# Task to carry out
Using the data below, copy each line that includes the word "relative".

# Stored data
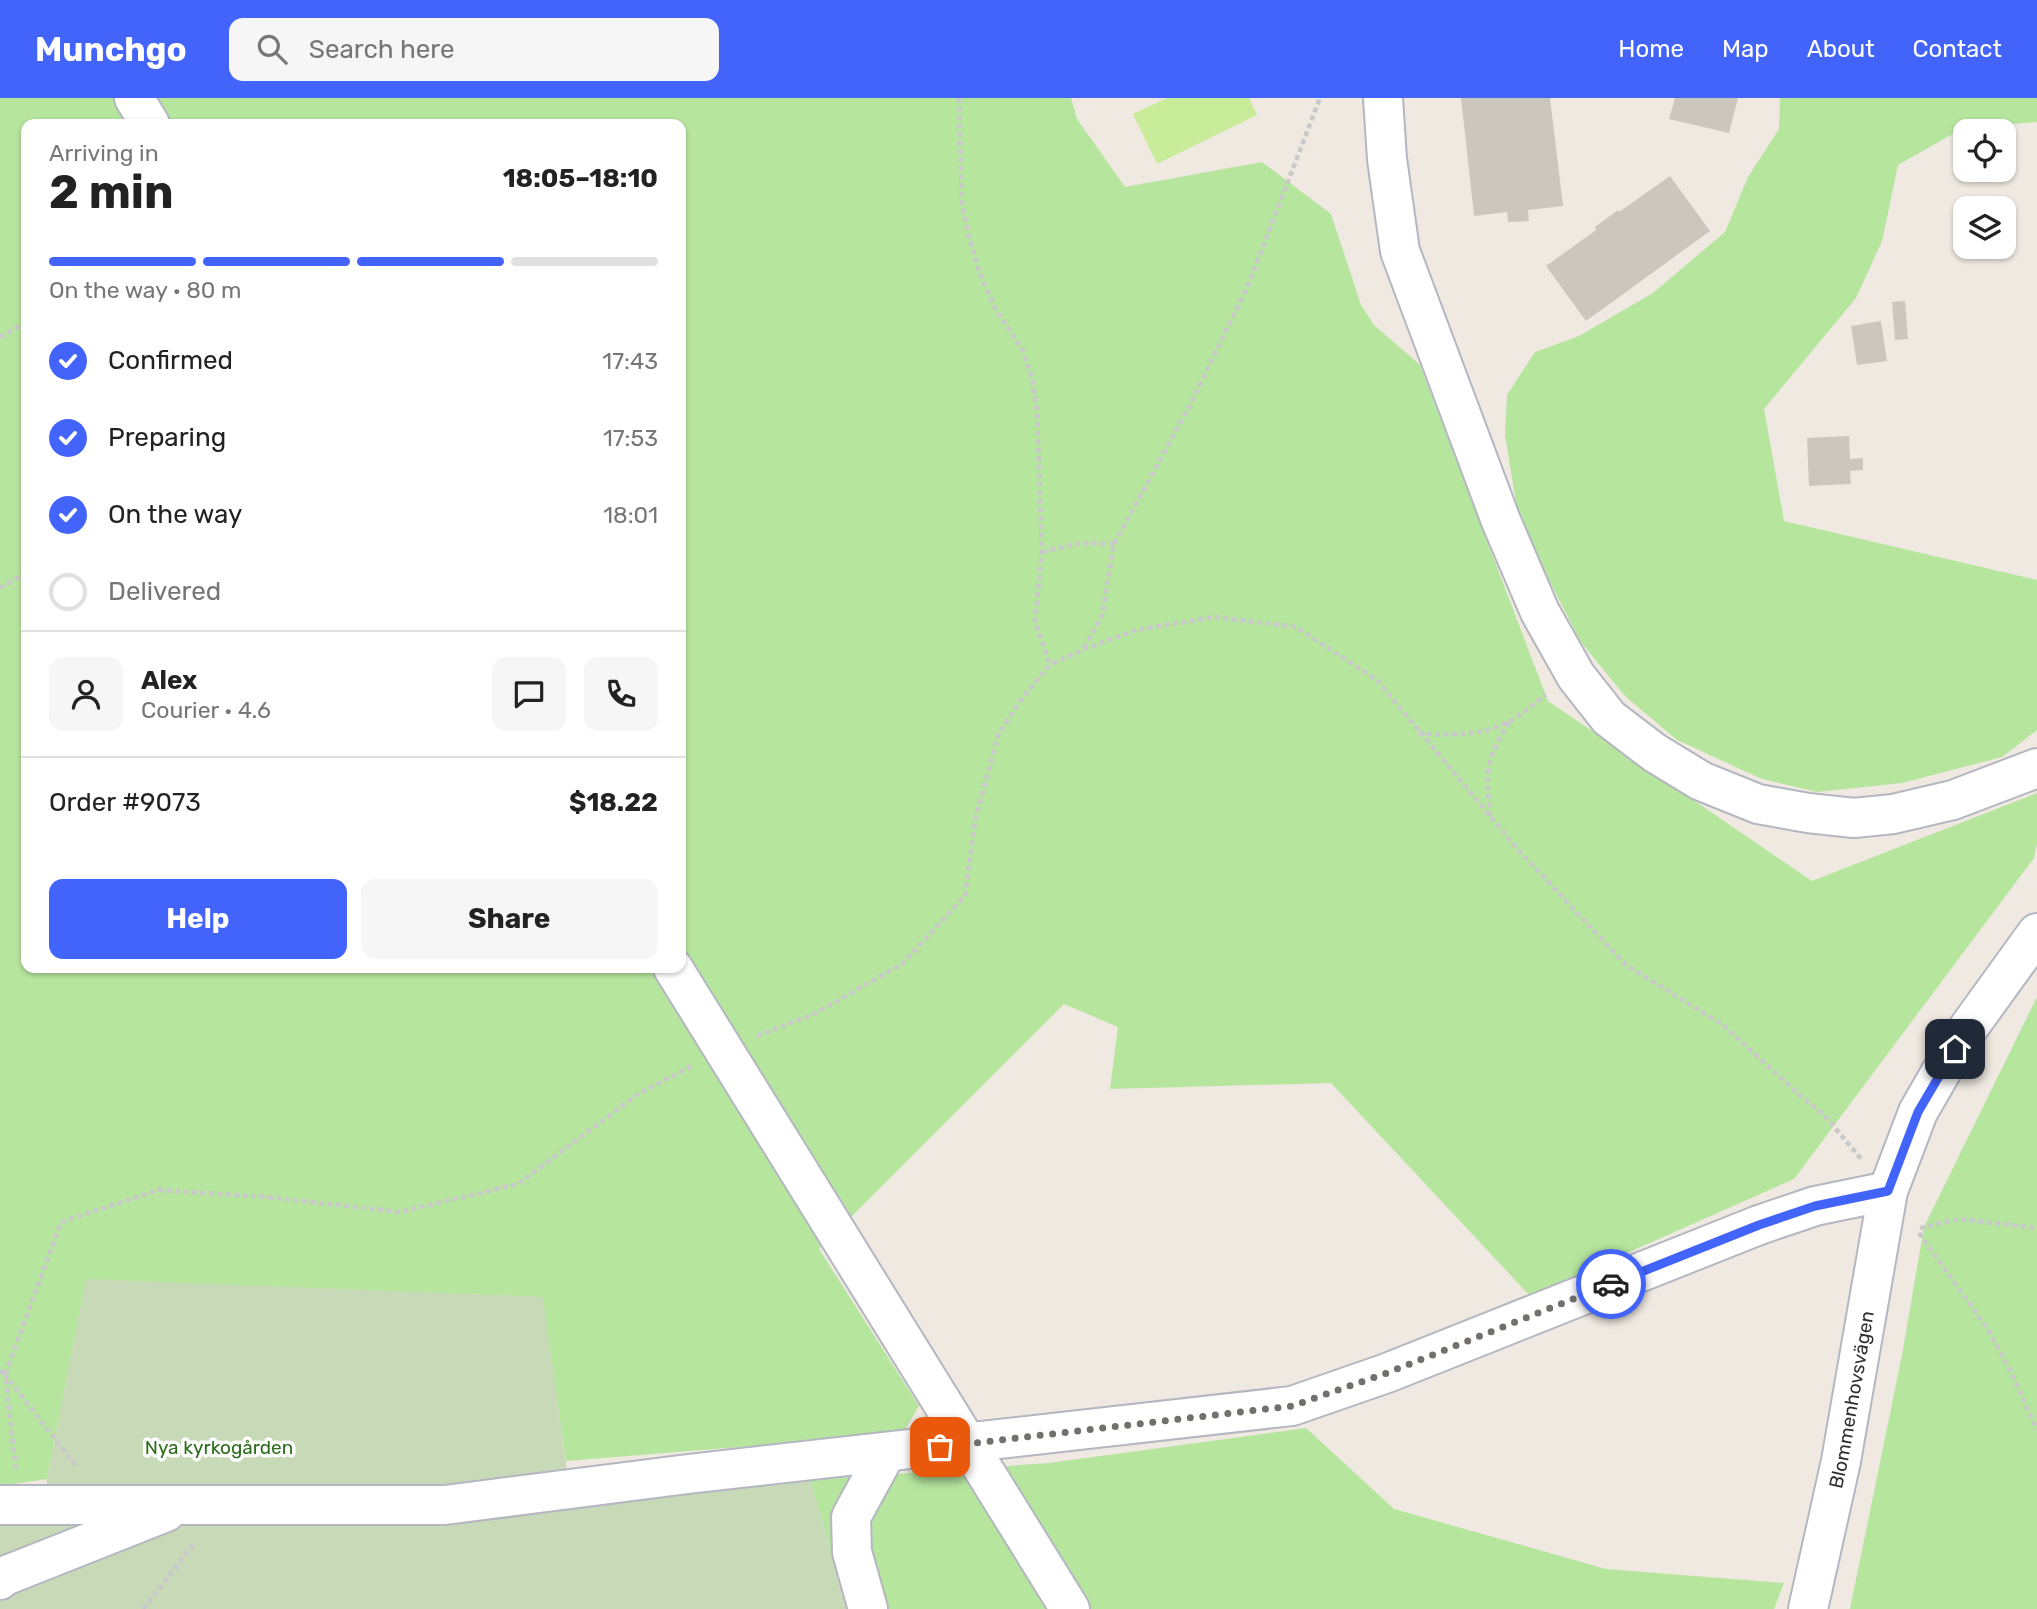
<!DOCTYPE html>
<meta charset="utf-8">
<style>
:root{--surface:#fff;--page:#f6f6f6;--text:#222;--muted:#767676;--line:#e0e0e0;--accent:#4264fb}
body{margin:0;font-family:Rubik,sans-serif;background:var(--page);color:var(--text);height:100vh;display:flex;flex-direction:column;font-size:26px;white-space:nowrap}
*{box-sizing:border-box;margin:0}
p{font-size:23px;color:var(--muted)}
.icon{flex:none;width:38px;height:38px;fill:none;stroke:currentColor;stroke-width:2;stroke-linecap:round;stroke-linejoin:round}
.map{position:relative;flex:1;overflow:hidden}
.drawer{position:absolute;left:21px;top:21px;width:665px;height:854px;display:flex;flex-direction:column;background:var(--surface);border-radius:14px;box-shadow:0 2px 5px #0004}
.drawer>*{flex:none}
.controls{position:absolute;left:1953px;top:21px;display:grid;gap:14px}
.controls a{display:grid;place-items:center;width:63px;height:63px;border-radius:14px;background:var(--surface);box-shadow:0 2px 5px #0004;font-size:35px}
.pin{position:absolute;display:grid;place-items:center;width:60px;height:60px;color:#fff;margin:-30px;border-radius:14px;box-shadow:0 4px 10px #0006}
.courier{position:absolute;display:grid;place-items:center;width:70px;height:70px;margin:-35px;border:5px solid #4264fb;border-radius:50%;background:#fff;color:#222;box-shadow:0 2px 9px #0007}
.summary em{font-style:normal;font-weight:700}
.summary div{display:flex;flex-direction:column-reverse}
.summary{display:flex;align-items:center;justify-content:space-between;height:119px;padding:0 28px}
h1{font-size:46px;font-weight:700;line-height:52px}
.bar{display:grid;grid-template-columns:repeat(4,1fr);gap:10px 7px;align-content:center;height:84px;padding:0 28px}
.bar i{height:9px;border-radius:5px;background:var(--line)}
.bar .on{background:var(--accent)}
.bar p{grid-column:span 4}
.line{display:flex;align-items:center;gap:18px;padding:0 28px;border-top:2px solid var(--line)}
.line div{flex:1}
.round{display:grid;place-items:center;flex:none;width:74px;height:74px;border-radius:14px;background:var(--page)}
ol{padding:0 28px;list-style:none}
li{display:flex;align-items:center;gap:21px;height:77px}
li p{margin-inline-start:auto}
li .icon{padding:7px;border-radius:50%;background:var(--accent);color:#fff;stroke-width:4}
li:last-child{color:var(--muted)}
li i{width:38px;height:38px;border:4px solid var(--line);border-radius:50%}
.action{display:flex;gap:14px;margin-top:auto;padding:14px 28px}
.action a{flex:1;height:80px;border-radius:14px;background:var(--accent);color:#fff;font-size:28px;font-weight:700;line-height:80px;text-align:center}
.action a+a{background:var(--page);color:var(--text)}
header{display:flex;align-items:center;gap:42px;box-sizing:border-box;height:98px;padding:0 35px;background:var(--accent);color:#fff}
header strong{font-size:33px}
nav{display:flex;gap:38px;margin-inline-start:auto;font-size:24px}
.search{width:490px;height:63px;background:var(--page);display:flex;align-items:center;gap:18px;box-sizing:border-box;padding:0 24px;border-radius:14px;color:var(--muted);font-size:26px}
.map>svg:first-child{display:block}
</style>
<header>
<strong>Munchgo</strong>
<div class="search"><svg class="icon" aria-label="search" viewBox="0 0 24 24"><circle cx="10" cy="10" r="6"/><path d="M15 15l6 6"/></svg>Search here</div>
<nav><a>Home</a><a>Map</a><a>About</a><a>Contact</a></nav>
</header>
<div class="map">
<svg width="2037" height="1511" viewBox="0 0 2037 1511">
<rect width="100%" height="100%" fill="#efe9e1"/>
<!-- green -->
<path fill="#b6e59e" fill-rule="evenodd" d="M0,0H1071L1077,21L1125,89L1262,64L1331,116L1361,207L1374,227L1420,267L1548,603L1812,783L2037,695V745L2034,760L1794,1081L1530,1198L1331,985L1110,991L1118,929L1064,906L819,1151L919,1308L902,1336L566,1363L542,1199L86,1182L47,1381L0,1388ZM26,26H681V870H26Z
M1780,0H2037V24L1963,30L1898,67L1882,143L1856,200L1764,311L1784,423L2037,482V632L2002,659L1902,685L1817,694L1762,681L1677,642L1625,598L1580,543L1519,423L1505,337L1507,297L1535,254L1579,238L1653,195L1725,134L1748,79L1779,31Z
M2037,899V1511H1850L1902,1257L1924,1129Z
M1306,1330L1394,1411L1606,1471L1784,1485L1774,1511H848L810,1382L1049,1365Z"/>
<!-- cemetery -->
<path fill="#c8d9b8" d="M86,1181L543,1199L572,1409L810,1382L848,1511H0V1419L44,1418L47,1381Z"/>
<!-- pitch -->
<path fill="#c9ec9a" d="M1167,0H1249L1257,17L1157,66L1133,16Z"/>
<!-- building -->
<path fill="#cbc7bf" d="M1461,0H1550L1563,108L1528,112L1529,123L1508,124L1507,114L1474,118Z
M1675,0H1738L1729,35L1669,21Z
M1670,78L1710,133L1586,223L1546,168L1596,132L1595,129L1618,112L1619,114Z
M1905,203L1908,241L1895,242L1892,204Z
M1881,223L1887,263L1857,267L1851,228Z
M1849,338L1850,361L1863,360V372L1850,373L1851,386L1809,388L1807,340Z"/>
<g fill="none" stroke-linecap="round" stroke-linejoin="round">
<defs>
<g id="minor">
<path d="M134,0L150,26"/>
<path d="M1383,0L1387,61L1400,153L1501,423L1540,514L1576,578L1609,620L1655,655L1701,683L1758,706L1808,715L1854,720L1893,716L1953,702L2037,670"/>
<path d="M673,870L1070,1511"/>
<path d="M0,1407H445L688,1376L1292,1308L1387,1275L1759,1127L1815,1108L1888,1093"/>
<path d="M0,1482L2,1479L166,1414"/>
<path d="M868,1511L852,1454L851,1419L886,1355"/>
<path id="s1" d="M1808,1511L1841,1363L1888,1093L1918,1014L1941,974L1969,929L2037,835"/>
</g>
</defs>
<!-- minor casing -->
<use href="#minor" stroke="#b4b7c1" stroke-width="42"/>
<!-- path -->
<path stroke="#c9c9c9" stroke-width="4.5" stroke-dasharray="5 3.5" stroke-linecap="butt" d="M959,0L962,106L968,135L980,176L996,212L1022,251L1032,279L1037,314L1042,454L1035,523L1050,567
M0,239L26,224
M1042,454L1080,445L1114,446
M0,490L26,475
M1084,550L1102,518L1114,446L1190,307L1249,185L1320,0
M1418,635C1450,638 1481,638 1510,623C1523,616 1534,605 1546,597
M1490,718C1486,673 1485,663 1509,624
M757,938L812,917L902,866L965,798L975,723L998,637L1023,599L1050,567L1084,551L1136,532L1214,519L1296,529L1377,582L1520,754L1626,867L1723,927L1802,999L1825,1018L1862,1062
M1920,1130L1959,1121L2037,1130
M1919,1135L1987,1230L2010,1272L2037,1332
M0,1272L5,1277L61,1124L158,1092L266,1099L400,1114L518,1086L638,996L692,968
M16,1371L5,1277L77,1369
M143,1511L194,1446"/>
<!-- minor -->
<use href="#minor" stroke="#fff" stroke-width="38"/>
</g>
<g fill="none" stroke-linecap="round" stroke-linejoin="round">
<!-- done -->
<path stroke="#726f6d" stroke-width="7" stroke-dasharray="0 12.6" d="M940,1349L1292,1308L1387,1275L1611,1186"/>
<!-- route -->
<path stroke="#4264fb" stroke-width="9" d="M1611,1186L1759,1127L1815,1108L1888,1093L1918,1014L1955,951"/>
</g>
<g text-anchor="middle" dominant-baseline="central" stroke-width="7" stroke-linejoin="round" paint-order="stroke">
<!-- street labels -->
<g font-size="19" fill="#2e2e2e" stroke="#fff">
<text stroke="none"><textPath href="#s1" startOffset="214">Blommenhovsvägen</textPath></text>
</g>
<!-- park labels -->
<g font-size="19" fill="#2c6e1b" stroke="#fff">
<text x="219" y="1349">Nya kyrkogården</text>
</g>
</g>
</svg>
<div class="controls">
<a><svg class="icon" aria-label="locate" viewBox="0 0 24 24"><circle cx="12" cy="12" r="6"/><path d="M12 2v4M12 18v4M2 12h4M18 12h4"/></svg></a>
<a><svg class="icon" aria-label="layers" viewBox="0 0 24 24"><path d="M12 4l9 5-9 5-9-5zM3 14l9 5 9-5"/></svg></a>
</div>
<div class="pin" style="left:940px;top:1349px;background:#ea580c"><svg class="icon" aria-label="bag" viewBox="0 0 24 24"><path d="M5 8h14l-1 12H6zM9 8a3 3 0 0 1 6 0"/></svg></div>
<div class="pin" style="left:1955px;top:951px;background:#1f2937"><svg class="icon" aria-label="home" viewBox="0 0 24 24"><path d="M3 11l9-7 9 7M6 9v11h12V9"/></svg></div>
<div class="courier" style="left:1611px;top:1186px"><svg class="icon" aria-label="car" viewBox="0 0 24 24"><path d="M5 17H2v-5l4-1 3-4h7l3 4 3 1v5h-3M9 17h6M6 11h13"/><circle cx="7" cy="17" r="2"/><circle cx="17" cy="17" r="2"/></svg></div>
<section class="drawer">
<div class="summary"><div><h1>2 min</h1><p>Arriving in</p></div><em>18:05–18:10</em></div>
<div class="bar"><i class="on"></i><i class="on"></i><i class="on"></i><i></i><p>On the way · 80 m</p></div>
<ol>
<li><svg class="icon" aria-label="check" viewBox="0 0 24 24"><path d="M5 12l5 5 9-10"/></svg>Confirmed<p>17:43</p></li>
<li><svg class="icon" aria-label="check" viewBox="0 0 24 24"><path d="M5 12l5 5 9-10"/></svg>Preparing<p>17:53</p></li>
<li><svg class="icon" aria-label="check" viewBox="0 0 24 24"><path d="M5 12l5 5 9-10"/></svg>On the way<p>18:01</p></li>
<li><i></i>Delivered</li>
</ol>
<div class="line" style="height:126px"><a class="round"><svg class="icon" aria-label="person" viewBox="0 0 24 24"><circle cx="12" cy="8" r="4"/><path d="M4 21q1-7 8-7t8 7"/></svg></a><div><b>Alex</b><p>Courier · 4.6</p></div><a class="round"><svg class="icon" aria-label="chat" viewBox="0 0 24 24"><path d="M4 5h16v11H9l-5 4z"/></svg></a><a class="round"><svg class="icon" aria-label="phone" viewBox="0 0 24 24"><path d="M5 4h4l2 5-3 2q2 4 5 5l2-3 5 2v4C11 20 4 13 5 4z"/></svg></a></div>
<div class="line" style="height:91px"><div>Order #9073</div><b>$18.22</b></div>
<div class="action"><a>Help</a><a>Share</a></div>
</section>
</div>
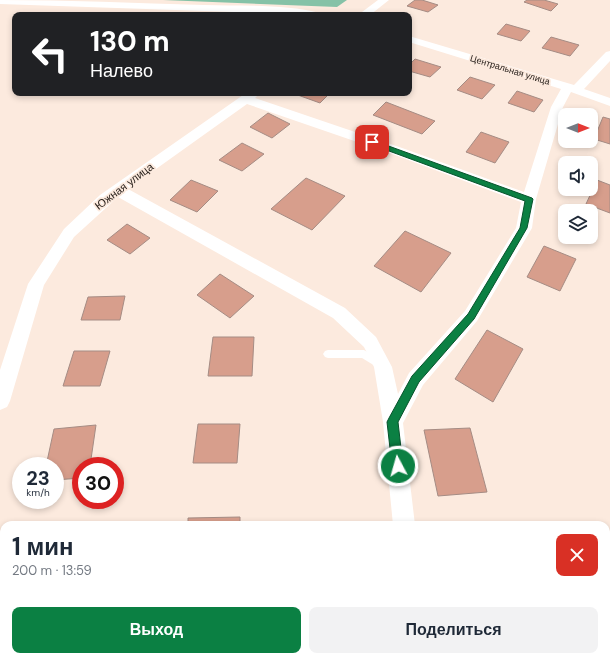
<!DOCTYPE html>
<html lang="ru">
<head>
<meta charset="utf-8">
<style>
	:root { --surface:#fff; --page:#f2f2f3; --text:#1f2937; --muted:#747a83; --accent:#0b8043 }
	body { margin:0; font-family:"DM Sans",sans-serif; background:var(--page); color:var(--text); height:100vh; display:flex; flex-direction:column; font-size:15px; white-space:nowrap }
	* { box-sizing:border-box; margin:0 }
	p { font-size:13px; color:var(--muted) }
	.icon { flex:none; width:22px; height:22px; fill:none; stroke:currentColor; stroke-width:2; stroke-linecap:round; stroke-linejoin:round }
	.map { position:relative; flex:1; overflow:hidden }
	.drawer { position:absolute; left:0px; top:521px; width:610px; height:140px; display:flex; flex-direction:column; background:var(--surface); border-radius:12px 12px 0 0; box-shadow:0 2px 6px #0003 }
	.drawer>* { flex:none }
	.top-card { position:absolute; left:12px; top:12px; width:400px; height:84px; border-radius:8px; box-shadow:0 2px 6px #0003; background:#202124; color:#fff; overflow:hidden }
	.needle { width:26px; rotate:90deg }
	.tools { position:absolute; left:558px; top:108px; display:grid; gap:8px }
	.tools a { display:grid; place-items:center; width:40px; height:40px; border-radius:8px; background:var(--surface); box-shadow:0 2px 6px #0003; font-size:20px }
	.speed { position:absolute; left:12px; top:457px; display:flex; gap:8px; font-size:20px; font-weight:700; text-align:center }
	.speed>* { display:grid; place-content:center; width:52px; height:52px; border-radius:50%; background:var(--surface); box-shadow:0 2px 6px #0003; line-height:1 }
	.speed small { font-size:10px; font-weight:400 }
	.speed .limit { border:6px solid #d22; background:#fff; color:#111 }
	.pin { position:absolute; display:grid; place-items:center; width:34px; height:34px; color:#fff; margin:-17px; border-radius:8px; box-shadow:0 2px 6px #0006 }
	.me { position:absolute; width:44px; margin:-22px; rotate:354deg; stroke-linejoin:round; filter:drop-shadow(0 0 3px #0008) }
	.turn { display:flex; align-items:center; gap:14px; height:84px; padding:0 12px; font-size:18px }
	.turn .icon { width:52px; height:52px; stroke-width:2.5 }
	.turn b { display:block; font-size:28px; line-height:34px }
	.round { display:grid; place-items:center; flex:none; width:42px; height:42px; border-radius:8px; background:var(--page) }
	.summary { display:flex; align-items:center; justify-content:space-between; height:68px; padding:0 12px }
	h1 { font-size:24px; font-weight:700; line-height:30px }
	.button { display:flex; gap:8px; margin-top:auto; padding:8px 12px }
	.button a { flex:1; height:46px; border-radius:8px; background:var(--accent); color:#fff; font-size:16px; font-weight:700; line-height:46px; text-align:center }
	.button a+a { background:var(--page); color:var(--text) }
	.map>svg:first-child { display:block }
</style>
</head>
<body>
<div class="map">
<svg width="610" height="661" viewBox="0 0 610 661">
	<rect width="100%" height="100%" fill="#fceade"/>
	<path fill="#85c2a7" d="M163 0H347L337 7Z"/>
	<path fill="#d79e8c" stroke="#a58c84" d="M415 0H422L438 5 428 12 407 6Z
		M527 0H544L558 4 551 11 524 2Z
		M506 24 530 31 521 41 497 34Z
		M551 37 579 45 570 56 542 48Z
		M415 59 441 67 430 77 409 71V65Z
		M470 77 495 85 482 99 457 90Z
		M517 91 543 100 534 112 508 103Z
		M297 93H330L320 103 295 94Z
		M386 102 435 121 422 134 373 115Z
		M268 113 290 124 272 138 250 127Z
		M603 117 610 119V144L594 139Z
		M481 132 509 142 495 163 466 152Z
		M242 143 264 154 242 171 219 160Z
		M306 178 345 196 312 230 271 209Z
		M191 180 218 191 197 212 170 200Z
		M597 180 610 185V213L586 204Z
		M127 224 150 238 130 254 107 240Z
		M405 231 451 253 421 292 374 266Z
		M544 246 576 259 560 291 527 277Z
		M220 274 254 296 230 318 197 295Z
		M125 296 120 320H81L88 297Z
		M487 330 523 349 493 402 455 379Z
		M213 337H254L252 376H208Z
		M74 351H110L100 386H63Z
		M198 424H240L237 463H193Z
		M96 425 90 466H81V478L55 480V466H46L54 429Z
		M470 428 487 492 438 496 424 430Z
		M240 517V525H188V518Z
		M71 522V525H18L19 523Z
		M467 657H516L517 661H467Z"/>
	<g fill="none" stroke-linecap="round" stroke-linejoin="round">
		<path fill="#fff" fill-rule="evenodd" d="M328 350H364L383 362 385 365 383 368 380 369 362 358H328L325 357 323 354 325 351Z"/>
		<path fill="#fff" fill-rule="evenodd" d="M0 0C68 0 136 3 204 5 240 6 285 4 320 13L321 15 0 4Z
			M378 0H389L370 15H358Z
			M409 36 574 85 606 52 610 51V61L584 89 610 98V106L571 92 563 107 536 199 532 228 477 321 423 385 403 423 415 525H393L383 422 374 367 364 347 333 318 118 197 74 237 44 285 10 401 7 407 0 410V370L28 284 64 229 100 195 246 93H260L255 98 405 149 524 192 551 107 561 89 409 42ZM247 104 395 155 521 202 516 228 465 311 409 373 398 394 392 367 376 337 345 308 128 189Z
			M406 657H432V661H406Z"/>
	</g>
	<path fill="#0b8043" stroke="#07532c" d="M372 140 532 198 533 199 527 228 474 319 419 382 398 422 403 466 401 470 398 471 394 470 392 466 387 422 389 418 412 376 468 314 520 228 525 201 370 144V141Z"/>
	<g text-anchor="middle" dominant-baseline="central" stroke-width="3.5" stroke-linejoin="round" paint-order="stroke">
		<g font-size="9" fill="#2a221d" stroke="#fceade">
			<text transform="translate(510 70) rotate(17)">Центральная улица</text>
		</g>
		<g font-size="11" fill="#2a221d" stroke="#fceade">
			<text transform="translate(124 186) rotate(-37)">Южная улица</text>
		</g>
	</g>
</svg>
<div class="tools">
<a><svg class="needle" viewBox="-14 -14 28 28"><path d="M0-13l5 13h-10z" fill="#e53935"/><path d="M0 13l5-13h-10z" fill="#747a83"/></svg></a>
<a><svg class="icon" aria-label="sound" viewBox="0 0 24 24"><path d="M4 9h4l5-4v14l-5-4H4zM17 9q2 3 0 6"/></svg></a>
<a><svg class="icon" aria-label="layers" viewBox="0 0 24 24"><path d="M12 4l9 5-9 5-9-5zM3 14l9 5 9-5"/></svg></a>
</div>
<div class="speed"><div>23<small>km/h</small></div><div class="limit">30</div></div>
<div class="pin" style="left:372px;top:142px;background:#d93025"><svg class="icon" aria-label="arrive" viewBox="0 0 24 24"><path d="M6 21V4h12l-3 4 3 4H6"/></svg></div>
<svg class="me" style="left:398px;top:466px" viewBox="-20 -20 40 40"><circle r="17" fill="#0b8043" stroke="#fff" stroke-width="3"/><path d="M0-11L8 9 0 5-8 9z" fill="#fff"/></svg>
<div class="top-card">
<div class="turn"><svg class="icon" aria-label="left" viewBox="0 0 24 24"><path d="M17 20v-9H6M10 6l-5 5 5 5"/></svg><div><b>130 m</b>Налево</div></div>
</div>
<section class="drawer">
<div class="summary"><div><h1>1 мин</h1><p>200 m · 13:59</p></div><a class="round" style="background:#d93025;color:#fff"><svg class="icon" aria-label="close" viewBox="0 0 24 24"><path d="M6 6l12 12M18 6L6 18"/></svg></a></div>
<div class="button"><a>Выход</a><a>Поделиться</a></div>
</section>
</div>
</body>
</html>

# Solution
.map{position:relative;flex:1;overflow:hidden}
	.map { position:relative; flex:1; overflow:hidden }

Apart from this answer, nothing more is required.